_Brief_: Set down each entry exactly; omit images.

_Source information_:
##########
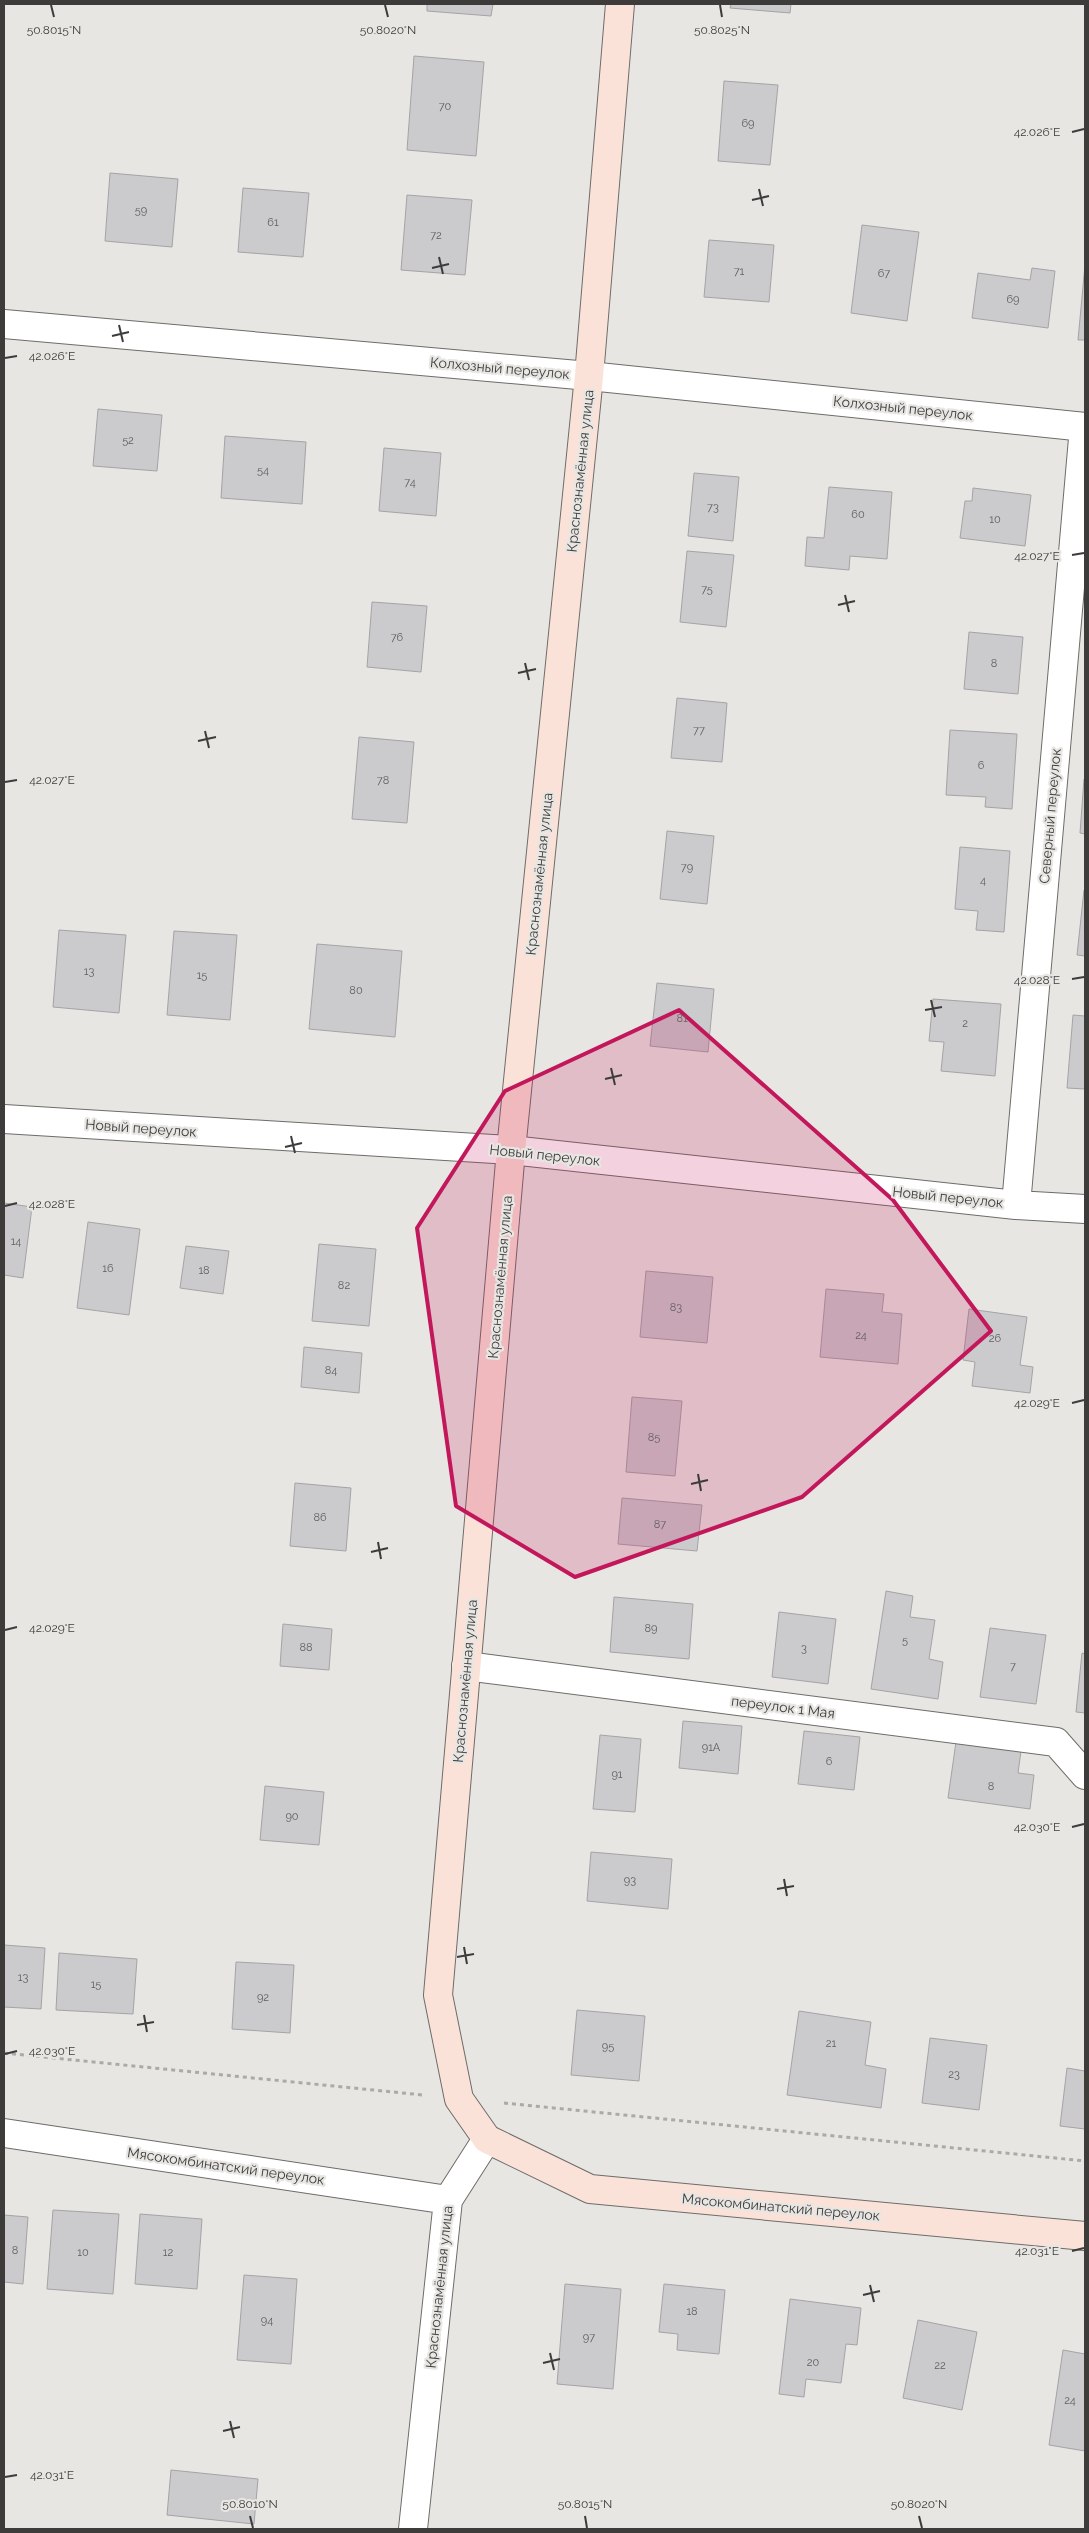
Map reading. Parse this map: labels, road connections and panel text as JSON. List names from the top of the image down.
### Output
{
  "streets": {
    "main road": ["Краснознамённая улица", "Мясокомбинатский переулок"],
    "street": [
      "Колхозный переулок",
      "Северный переулок",
      "Новый переулок",
      "переулок 1 Мая"
    ]
  },
  "crossings": [
    ["Колхозный переулок", "Краснознамённая улица"],
    ["Колхозный переулок", "Северный переулок"],
    ["Краснознамённая улица", "Новый переулок"],
    ["Краснознамённая улица", "переулок 1 Мая"],
    ["Краснознамённая улица", "Мясокомбинатский переулок"],
    ["Северный переулок", "Новый переулок"]
  ],
  "house_numbers": [
    "70",
    "69",
    "59",
    "61",
    "72",
    "71",
    "67",
    "69",
    "52",
    "54",
    "74",
    "73",
    "60",
    "10",
    "75",
    "76",
    "8",
    "77",
    "6",
    "78",
    "79",
    "4",
    "13",
    "15",
    "80",
    "81",
    "2",
    "14",
    "16",
    "18",
    "82",
    "83",
    "24",
    "26",
    "84",
    "85",
    "86",
    "87",
    "89",
    "5",
    "88",
    "3",
    "7",
    "91А",
    "6",
    "91",
    "8",
    "90",
    "93",
    "13",
    "15",
    "92",
    "21",
    "95",
    "23",
    "8",
    "10",
    "12",
    "18",
    "94",
    "97",
    "20",
    "22",
    "24"
  ],
  "coordinates": [
    "50.8015°N",
    "50.8020°N",
    "50.8025°N",
    "42.026°E",
    "42.027°E",
    "42.028°E",
    "42.029°E",
    "42.030°E",
    "42.031°E",
    "50.8010°N"
  ]
}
##########
_Solution for this problem_:
Map reading. Parse this map: labels, road connections and panel text as JSON. List names from the top of the image down.
### Output
{
  "streets": {
    "main road": ["Краснознамённая улица", "Мясокомбинатский переулок"],
    "street": [
      "Колхозный переулок",
      "Северный переулок",
      "Новый переулок",
      "переулок 1 Мая"
    ]
  },
  "crossings": [
    ["Колхозный переулок", "Краснознамённая улица"],
    ["Колхозный переулок", "Северный переулок"],
    ["Краснознамённая улица", "Новый переулок"],
    ["Краснознамённая улица", "переулок 1 Мая"],
    ["Краснознамённая улица", "Мясокомбинатский переулок"],
    ["Северный переулок", "Новый переулок"]
  ],
  "house_numbers": [
    "70",
    "69",
    "59",
    "61",
    "72",
    "71",
    "67",
    "69",
    "52",
    "54",
    "74",
    "73",
    "60",
    "10",
    "75",
    "76",
    "8",
    "77",
    "6",
    "78",
    "79",
    "4",
    "13",
    "15",
    "80",
    "81",
    "2",
    "14",
    "16",
    "18",
    "82",
    "83",
    "24",
    "26",
    "84",
    "85",
    "86",
    "87",
    "89",
    "5",
    "88",
    "3",
    "7",
    "91А",
    "6",
    "91",
    "8",
    "90",
    "93",
    "13",
    "15",
    "92",
    "21",
    "95",
    "23",
    "8",
    "10",
    "12",
    "18",
    "94",
    "97",
    "20",
    "22",
    "24"
  ],
  "coordinates": [
    "50.8015°N",
    "50.8020°N",
    "50.8025°N",
    "42.026°E",
    "42.027°E",
    "42.028°E",
    "42.029°E",
    "42.030°E",
    "42.031°E",
    "50.8010°N"
  ]
}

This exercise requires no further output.